# ENTRIES PROVIDED:
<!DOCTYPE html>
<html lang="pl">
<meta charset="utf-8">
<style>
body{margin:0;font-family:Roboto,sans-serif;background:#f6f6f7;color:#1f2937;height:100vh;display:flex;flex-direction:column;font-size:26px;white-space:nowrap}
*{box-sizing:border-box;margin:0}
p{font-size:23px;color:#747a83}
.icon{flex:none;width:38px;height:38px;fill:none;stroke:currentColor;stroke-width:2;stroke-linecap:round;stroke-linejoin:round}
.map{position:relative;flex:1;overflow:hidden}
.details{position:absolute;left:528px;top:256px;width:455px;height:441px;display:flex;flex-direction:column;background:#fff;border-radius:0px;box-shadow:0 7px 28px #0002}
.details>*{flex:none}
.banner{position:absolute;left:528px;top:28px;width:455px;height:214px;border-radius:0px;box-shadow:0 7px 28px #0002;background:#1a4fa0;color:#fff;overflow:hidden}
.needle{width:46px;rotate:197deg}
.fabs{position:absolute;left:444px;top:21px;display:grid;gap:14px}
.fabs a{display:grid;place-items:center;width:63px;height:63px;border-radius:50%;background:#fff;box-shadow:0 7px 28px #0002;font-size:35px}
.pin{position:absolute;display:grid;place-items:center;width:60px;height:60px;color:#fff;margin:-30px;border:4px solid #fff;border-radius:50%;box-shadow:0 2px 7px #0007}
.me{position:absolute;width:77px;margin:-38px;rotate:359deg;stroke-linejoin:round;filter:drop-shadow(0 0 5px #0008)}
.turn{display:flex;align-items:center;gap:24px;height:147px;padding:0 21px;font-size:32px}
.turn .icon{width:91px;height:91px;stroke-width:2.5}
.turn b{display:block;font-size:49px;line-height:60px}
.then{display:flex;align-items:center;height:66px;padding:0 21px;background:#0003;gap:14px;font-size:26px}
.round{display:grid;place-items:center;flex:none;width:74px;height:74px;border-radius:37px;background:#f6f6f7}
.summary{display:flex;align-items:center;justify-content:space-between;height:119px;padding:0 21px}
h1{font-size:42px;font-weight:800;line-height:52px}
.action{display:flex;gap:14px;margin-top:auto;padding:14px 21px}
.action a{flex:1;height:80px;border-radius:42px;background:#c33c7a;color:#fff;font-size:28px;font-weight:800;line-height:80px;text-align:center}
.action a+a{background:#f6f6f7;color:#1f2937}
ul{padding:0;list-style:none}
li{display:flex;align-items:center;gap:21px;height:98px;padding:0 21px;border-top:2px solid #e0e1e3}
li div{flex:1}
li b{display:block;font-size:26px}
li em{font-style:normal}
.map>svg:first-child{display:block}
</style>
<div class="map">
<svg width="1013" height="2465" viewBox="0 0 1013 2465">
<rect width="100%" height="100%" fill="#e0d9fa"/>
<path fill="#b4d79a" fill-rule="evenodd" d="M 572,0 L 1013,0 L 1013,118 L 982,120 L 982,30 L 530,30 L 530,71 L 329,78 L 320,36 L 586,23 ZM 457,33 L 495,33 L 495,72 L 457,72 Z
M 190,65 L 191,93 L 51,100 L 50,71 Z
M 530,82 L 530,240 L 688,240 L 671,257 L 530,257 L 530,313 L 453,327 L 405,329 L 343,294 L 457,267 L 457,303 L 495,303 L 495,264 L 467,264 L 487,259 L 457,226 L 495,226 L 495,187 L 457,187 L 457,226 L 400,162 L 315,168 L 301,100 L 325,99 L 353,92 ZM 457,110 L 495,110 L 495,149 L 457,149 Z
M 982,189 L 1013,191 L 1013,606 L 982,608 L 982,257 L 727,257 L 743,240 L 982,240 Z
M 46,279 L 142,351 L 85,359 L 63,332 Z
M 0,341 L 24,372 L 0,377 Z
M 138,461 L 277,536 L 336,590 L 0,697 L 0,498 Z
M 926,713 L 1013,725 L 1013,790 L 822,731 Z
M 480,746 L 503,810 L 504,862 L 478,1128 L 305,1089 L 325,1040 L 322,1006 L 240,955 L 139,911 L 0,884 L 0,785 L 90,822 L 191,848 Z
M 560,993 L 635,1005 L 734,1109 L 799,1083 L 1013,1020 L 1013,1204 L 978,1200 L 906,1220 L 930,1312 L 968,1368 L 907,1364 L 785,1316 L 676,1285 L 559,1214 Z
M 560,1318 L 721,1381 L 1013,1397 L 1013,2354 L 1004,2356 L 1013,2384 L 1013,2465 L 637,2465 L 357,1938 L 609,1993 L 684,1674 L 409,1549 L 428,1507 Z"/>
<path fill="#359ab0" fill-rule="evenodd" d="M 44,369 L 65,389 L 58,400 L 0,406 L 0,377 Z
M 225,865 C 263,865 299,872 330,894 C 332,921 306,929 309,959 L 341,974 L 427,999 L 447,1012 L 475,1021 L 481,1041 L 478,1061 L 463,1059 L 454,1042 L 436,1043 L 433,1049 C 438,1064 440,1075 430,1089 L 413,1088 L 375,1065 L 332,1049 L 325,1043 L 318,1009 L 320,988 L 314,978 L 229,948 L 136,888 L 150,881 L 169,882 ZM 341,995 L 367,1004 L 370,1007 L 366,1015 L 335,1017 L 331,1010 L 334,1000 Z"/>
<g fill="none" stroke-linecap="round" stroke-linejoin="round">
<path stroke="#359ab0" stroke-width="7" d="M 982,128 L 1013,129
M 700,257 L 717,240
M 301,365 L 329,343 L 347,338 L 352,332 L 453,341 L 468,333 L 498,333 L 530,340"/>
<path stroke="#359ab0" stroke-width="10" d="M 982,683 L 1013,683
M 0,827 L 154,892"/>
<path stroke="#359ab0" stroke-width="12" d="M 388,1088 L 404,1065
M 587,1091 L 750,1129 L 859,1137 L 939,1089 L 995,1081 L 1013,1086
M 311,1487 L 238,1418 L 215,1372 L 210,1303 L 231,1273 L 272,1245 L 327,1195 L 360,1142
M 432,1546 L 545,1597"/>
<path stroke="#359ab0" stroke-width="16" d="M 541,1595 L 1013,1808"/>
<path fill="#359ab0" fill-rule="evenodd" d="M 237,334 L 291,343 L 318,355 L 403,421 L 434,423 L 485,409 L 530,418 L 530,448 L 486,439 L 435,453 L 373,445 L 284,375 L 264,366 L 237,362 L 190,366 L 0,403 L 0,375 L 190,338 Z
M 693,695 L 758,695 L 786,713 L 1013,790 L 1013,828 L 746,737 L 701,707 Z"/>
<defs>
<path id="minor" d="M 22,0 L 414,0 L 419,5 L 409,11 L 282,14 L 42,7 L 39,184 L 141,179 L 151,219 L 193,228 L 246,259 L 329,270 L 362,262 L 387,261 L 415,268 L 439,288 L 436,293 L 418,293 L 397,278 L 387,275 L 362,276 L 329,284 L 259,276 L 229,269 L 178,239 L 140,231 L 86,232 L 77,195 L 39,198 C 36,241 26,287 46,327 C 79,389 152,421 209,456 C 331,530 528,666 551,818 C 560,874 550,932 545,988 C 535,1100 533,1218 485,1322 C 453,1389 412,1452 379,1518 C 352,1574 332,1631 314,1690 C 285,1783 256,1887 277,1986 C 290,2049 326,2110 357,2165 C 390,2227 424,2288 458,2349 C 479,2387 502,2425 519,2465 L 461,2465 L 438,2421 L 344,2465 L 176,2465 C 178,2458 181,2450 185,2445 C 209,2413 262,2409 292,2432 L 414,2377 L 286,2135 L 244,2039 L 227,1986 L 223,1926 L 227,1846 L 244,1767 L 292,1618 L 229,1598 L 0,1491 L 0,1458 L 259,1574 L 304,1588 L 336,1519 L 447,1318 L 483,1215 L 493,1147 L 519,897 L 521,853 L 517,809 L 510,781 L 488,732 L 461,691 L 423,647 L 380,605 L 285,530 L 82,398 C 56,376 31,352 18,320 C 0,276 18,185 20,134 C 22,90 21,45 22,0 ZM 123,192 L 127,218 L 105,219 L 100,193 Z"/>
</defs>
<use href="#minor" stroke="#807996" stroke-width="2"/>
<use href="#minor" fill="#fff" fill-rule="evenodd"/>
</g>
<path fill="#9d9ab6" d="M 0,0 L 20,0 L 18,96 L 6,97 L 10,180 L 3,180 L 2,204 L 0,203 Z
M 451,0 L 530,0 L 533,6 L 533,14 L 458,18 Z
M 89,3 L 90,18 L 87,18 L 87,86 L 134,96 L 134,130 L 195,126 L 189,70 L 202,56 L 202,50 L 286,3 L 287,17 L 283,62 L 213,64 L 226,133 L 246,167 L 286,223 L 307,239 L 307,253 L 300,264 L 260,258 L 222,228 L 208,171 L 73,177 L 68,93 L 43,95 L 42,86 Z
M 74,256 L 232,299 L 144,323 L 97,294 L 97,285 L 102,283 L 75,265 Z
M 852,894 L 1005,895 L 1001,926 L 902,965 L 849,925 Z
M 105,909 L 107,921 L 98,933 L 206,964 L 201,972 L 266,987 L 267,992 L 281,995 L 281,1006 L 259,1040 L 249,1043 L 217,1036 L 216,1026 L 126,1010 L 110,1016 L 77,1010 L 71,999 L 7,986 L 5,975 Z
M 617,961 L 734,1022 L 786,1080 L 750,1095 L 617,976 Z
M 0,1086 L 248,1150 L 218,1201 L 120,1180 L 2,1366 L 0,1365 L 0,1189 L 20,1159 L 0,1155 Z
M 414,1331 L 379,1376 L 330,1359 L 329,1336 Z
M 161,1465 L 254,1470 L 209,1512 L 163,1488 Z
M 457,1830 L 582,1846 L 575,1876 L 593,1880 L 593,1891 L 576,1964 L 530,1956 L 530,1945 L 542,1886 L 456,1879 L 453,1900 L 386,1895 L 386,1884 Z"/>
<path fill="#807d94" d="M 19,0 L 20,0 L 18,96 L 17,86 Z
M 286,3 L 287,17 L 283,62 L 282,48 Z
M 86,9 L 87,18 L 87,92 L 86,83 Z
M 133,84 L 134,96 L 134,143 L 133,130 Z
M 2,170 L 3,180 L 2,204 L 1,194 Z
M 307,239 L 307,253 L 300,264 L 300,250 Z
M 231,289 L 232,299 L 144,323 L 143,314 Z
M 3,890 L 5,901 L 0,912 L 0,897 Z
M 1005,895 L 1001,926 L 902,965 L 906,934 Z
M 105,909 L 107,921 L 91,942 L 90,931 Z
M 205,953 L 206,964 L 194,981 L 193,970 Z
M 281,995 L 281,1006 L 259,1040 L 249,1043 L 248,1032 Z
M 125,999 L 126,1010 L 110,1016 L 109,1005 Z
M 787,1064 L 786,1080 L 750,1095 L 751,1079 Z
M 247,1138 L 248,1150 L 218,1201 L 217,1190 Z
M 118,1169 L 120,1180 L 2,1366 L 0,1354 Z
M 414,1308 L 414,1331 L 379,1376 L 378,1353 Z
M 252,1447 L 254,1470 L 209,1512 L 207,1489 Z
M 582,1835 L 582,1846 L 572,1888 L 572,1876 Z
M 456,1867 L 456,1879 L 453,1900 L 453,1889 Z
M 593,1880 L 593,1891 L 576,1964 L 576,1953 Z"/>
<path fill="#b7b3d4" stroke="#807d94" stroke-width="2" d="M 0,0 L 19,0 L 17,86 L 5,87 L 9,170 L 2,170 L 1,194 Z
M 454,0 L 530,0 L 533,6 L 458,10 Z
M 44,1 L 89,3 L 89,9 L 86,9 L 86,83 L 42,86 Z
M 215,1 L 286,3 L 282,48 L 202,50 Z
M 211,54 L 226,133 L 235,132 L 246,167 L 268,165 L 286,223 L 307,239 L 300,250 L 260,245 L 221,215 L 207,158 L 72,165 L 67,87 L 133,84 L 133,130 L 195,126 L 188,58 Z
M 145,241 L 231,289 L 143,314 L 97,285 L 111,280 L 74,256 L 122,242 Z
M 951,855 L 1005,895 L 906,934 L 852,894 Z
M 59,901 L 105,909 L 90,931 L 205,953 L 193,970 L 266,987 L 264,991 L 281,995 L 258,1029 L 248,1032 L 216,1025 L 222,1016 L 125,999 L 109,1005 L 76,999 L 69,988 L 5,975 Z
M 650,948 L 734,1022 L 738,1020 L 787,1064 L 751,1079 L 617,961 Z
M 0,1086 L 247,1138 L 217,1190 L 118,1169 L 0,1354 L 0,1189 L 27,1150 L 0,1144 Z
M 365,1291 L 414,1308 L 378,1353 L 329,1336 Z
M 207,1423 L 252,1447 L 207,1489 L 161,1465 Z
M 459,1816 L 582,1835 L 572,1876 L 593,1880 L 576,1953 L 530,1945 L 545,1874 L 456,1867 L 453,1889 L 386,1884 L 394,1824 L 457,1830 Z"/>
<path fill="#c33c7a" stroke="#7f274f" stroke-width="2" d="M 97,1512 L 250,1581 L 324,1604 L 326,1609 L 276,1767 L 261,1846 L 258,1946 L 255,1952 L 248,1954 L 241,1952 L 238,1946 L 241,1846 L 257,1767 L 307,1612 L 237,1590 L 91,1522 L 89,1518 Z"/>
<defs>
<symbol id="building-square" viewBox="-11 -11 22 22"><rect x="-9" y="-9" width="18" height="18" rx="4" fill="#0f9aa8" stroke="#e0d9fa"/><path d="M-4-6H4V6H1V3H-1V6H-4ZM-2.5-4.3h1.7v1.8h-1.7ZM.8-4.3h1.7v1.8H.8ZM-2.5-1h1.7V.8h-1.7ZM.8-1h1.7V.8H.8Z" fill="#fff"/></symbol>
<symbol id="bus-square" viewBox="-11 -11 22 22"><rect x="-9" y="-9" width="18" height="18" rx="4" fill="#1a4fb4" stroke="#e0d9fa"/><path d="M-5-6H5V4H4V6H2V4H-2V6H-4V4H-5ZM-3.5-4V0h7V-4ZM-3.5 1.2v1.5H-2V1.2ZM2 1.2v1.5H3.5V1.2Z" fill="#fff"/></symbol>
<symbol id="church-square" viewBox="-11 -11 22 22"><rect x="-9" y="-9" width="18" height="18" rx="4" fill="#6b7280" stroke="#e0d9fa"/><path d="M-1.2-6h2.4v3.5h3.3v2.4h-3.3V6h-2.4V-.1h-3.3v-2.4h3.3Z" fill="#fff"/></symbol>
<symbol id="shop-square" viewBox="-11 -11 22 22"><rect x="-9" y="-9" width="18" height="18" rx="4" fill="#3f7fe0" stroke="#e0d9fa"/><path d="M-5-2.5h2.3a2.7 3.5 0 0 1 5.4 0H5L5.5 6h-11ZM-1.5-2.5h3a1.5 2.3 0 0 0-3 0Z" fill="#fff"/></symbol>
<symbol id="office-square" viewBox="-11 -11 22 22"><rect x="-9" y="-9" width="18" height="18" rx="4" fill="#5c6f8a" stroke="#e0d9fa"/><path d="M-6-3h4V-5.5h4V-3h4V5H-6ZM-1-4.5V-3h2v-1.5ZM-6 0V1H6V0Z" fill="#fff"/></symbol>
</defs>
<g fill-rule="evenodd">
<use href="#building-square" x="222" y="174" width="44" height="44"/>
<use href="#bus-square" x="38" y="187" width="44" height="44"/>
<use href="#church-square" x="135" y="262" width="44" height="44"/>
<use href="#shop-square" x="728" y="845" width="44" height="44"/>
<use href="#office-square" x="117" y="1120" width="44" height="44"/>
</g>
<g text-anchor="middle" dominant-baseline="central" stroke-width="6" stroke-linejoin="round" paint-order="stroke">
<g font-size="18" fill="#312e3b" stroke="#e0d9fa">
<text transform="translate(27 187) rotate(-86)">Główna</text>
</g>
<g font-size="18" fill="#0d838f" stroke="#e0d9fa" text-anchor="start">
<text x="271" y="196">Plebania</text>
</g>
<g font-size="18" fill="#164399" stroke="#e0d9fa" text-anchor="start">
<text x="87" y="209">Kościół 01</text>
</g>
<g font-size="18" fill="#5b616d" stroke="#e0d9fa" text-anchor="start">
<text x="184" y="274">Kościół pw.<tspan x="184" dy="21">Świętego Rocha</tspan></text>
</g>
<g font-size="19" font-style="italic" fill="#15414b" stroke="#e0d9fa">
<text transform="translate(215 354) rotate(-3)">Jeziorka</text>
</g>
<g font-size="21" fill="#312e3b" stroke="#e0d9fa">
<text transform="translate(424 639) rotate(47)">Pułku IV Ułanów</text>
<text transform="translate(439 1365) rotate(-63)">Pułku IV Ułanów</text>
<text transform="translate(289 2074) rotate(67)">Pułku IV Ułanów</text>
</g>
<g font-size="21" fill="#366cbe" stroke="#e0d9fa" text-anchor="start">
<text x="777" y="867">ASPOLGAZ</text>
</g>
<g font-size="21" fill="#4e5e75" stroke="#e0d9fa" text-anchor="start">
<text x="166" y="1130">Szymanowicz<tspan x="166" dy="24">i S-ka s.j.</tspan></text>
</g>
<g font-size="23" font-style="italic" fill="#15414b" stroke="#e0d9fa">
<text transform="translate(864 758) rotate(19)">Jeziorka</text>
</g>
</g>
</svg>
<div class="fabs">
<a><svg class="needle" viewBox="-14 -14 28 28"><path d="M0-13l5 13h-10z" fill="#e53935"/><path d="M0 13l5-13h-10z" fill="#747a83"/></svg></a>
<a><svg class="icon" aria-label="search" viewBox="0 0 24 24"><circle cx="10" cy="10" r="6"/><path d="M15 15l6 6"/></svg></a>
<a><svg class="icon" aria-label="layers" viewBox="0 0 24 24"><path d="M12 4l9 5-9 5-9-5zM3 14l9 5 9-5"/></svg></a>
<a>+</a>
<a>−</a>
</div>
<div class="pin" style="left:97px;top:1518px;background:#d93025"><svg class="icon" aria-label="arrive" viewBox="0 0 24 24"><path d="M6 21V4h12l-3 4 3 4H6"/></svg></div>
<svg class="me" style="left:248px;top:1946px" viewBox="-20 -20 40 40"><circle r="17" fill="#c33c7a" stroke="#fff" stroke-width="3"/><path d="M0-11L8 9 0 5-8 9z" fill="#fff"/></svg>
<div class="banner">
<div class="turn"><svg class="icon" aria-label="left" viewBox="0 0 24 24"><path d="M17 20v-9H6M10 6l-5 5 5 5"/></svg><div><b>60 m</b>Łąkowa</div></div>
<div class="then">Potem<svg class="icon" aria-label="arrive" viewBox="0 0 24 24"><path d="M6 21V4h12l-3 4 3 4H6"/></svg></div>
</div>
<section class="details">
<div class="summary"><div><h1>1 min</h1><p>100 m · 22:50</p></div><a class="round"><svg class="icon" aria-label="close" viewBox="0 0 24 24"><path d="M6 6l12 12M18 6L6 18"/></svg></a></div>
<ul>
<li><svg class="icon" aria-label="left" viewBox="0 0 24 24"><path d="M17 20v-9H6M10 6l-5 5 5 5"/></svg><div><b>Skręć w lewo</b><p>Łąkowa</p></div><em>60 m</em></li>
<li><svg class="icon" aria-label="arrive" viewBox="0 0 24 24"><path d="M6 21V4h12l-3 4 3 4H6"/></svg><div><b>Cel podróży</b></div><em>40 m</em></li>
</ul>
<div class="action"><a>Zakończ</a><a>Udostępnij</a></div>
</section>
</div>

# WORK REQUEST:
Your answer should be every line above that contains the word "linecap".

# ANSWER SECTION:
.icon{flex:none;width:38px;height:38px;fill:none;stroke:currentColor;stroke-width:2;stroke-linecap:round;stroke-linejoin:round}
<g fill="none" stroke-linecap="round" stroke-linejoin="round">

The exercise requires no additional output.